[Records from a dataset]
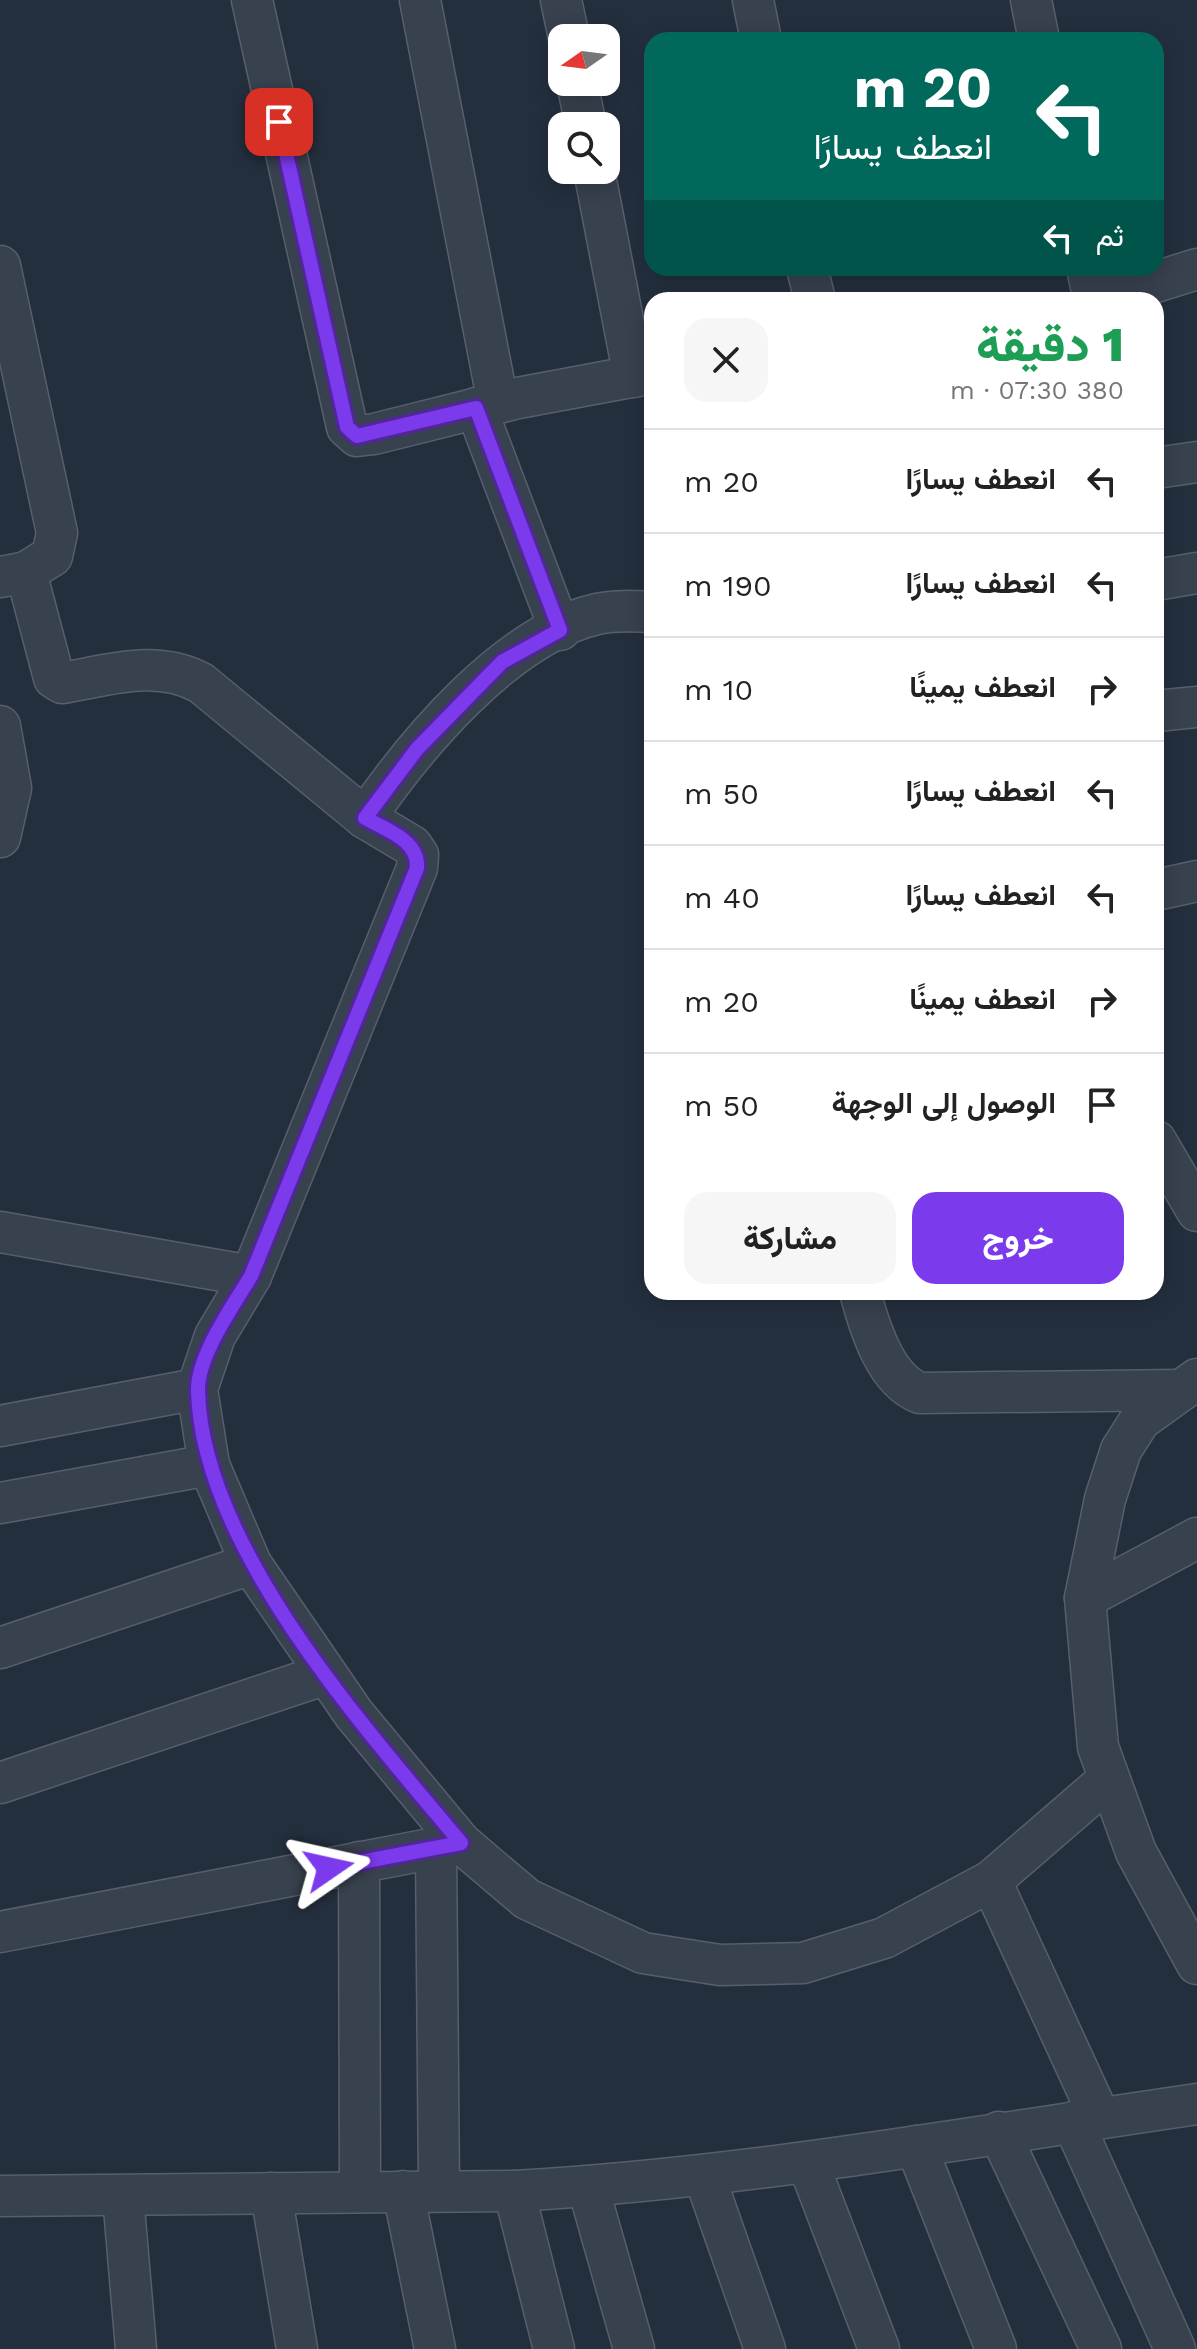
<!DOCTYPE html>
<html lang="ar">
<meta charset="utf-8">
<style>
body{margin:0;font-family:"Work Sans",Vazirmatn,sans-serif;background:#f6f6f6;color:#222;direction:rtl;height:100vh;display:flex;flex-direction:column;font-size:30px;white-space:nowrap}
*{box-sizing:border-box;margin:0}
p{font-size:26px;color:#767676}
.icon{flex:none;width:44px;height:44px;fill:none;stroke:currentColor;stroke-width:2;stroke-linecap:round;stroke-linejoin:round}
.map{position:relative;flex:1;overflow:hidden;direction:ltr}
.drawer{position:absolute;left:644px;top:292px;width:520px;height:1008px;display:flex;flex-direction:column;background:#fff;border-radius:24px;box-shadow:0 4px 20px #0003;direction:rtl}
.drawer>*{flex:none}
.guide{position:absolute;left:644px;top:32px;width:520px;height:244px;border-radius:24px;box-shadow:0 4px 20px #0003;direction:rtl;background:#00695c;color:#fff;overflow:hidden}
.needle{width:52px;rotate:256deg}
.tools{position:absolute;left:548px;top:24px;display:grid;gap:16px}
.tools a{display:grid;place-items:center;width:72px;height:72px;border-radius:16px;background:#fff;box-shadow:0 4px 20px #0003;font-size:40px}
.pin{position:absolute;display:grid;place-items:center;width:68px;height:68px;color:#fff;margin:-34px;border-radius:16px;box-shadow:0 4px 12px #0006}
.me{position:absolute;width:88px;margin:-44px;rotate:79deg;stroke-linejoin:round;filter:drop-shadow(0 0 6px #0008)}
.turn{display:flex;align-items:center;gap:28px;height:168px;padding:0 40px;font-size:36px}
.turn .icon{width:104px;height:104px;stroke-width:2.5}
.turn b{display:block;font-size:56px;line-height:68px}
.then{display:flex;align-items:center;height:76px;padding:0 40px;background:#0003;gap:16px;font-size:30px}
.round{display:grid;place-items:center;flex:none;width:84px;height:84px;border-radius:24px;background:#f6f6f6}
.head{display:flex;align-items:center;justify-content:space-between;height:136px;padding:0 40px}
h1{font-size:48px;font-weight:800;line-height:60px;color:#1e9e55}
.button{display:flex;gap:16px;margin-top:auto;padding:16px 40px}
.button a{flex:1;height:92px;border-radius:24px;background:#7c3aed;color:#fff;font-size:32px;font-weight:800;line-height:92px;text-align:center}
.button a+a{background:#f6f6f6;color:#222}
ul{padding:0;list-style:none}
li{display:flex;align-items:center;gap:24px;height:104px;padding:0 40px;border-top:2px solid #e0e0e0}
li div{flex:1}
li b{display:block;font-size:30px}
li em{font-style:normal}
.map>svg:first-child{display:block}
.lines{fill:none;stroke-linecap:round;stroke-linejoin:round}
.minor-casing{stroke:#565f6c;stroke-width:43}
.minor{stroke:#38414e;stroke-width:40}
.route-casing{stroke:#51269a;stroke-width:20}
.route{stroke:#7c3aed;stroke-width:14}
</style>
<div class="map">
<svg width="1197" height="2349" viewBox="0 0 1197 2349">
<rect width="100%" height="100%" fill="#242f3e"/>
<g class="lines">
<defs>
<g id="minor">
<path d="M252 0 347 427 357 436 374 434 518 398 652 373"/>
<path d="M420 0 498 403"/>
<path d="M561 0 569 38"/>
<path d="M753 0 761 40"/>
<path d="M1031 0 1039 40"/>
<path d="M577 82 586 126"/>
<path d="M594 170 634 377"/>
<path d="M0 266 57 533 52 556 26 572 1 577"/>
<path d="M807 268 815 300"/>
<path d="M1087 268 1094 300"/>
<path d="M1098 300 1197 269"/>
<path d="M476 408 560 630"/>
<path d="M1156 468 1197 462"/>
<path d="M26 572 54 678 62 683C110 675 156 659 201 683L365 818 412 846 418 855 417 868 251 1276 215 1336 197 1389 209 1465 251 1564 354 1714 461 1843 527 1899 643 1953 720 1965 803 1963 884 1938 991 1881 1109 1779"/>
<path d="M1156 580 1197 573"/>
<path d="M1156 711 1197 707"/>
<path d="M0 726 11 788 0 837"/>
<path d="M365 818C415 745 506 635 597 614 614 610 634 611 652 612"/>
<path d="M1156 890 1197 881"/>
<path d="M1156 1141 1197 1211"/>
<path d="M0 1232 251 1276"/>
<path d="M860 1292C869 1326 885 1380 920 1393L1181 1390"/>
<path d="M1197 1379 1140 1420 1121 1450 1105 1499 1085 1598 1098 1747 1136 1852 1197 1964"/>
<path d="M0 1426 197 1389"/>
<path d="M0 1503 209 1465"/>
<path d="M1085 1598 1197 1538"/>
<path d="M0 1648 251 1564"/>
<path d="M0 1783 326 1674"/>
<path d="M436 1848 439 2191"/>
<path d="M359 1862 360 2191"/>
<path d="M991 1881 1100 2118"/>
<path d="M0 1932 461 1843"/>
<path d="M1073 2122 1175 2349"/>
<path d="M999 2132 1101 2349"/>
<path d="M916 2146 996 2349"/>
<path d="M808 2163 879 2349"/>
<path d="M704 2175 765 2349"/>
<path d="M588 2187 634 2349"/>
<path d="M403 2191 435 2349"/>
<path d="M514 2191 554 2349"/>
<path d="M271 2193 297 2349"/>
<path d="M0 2196 514 2191C744 2178 970 2137 1197 2104"/>
<path d="M123 2196 136 2349"/>
</g>
</defs>
<use href="#minor" class="minor-casing"/>
<use href="#minor" class="minor"/>
</g>
<g class="lines">
<defs>
<path id="route" d="M279 122 347 427 357 436 476 408 560 630 502 662 417 749 365 818C386 830 419 840 417 868L251 1276C233 1306 197 1356 198 1391 202 1547 365 1728 461 1843L329 1868"/>
</defs>
<use href="#route" class="route-casing"/>
<use href="#route" class="route"/>
</g>
</svg>
<div class="tools">
<a><svg class="needle" viewBox="-14 -14 28 28"><path d="M0-13l5 13h-10z" fill="#e53935"/><path d="M0 13l5-13h-10z" fill="#767676"/></svg></a>
<a><svg class="icon" aria-label="search" viewBox="0 0 24 24"><circle cx="10" cy="10" r="6"/><path d="M15 15l6 6"/></svg></a>
</div>
<div class="pin" style="left:279px;top:122px;background:#d93025"><svg class="icon" aria-label="arrive" viewBox="0 0 24 24"><path d="M6 21V4h12l-3 4 3 4H6"/></svg></div>
<svg class="me" style="left:329px;top:1868px" viewBox="-20 -20 40 40"><path d="M0-17L14 15 0 8-14 15z" fill="#7c3aed" stroke="#fff" stroke-width="4"/></svg>
<div class="guide">
<div class="turn"><svg class="icon" aria-label="left" viewBox="0 0 24 24"><path d="M17 20v-9H6M10 6l-5 5 5 5"/></svg><div><b>20 m</b>انعطف يسارًا</div></div>
<div class="then">ثم<svg class="icon" aria-label="left" viewBox="0 0 24 24"><path d="M17 20v-9H6M10 6l-5 5 5 5"/></svg></div>
</div>
<section class="drawer">
<div class="head"><div><h1>1 دقيقة</h1><p>380 m · 07:30</p></div><a class="round"><svg class="icon" aria-label="close" viewBox="0 0 24 24"><path d="M6 6l12 12M18 6L6 18"/></svg></a></div>
<ul>
<li><svg class="icon" aria-label="left" viewBox="0 0 24 24"><path d="M17 20v-9H6M10 6l-5 5 5 5"/></svg><div><b>انعطف يسارًا</b></div><em>20 m</em></li>
<li><svg class="icon" aria-label="left" viewBox="0 0 24 24"><path d="M17 20v-9H6M10 6l-5 5 5 5"/></svg><div><b>انعطف يسارًا</b></div><em>190 m</em></li>
<li><svg class="icon" aria-label="right" viewBox="0 0 24 24"><path d="M7 20v-9h11M14 6l5 5-5 5"/></svg><div><b>انعطف يمينًا</b></div><em>10 m</em></li>
<li><svg class="icon" aria-label="left" viewBox="0 0 24 24"><path d="M17 20v-9H6M10 6l-5 5 5 5"/></svg><div><b>انعطف يسارًا</b></div><em>50 m</em></li>
<li><svg class="icon" aria-label="left" viewBox="0 0 24 24"><path d="M17 20v-9H6M10 6l-5 5 5 5"/></svg><div><b>انعطف يسارًا</b></div><em>40 m</em></li>
<li><svg class="icon" aria-label="right" viewBox="0 0 24 24"><path d="M7 20v-9h11M14 6l5 5-5 5"/></svg><div><b>انعطف يمينًا</b></div><em>20 m</em></li>
<li><svg class="icon" aria-label="arrive" viewBox="0 0 24 24"><path d="M6 21V4h12l-3 4 3 4H6"/></svg><div><b>الوصول إلى الوجهة</b></div><em>50 m</em></li>
</ul>
<div class="button"><a>خروج</a><a>مشاركة</a></div>
</section>
</div>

EXERCISE OBJECTIVE:
Count each line above that has the word "drawer" in it, and write down nothing but the total.

SOLVED PROBLEM:
3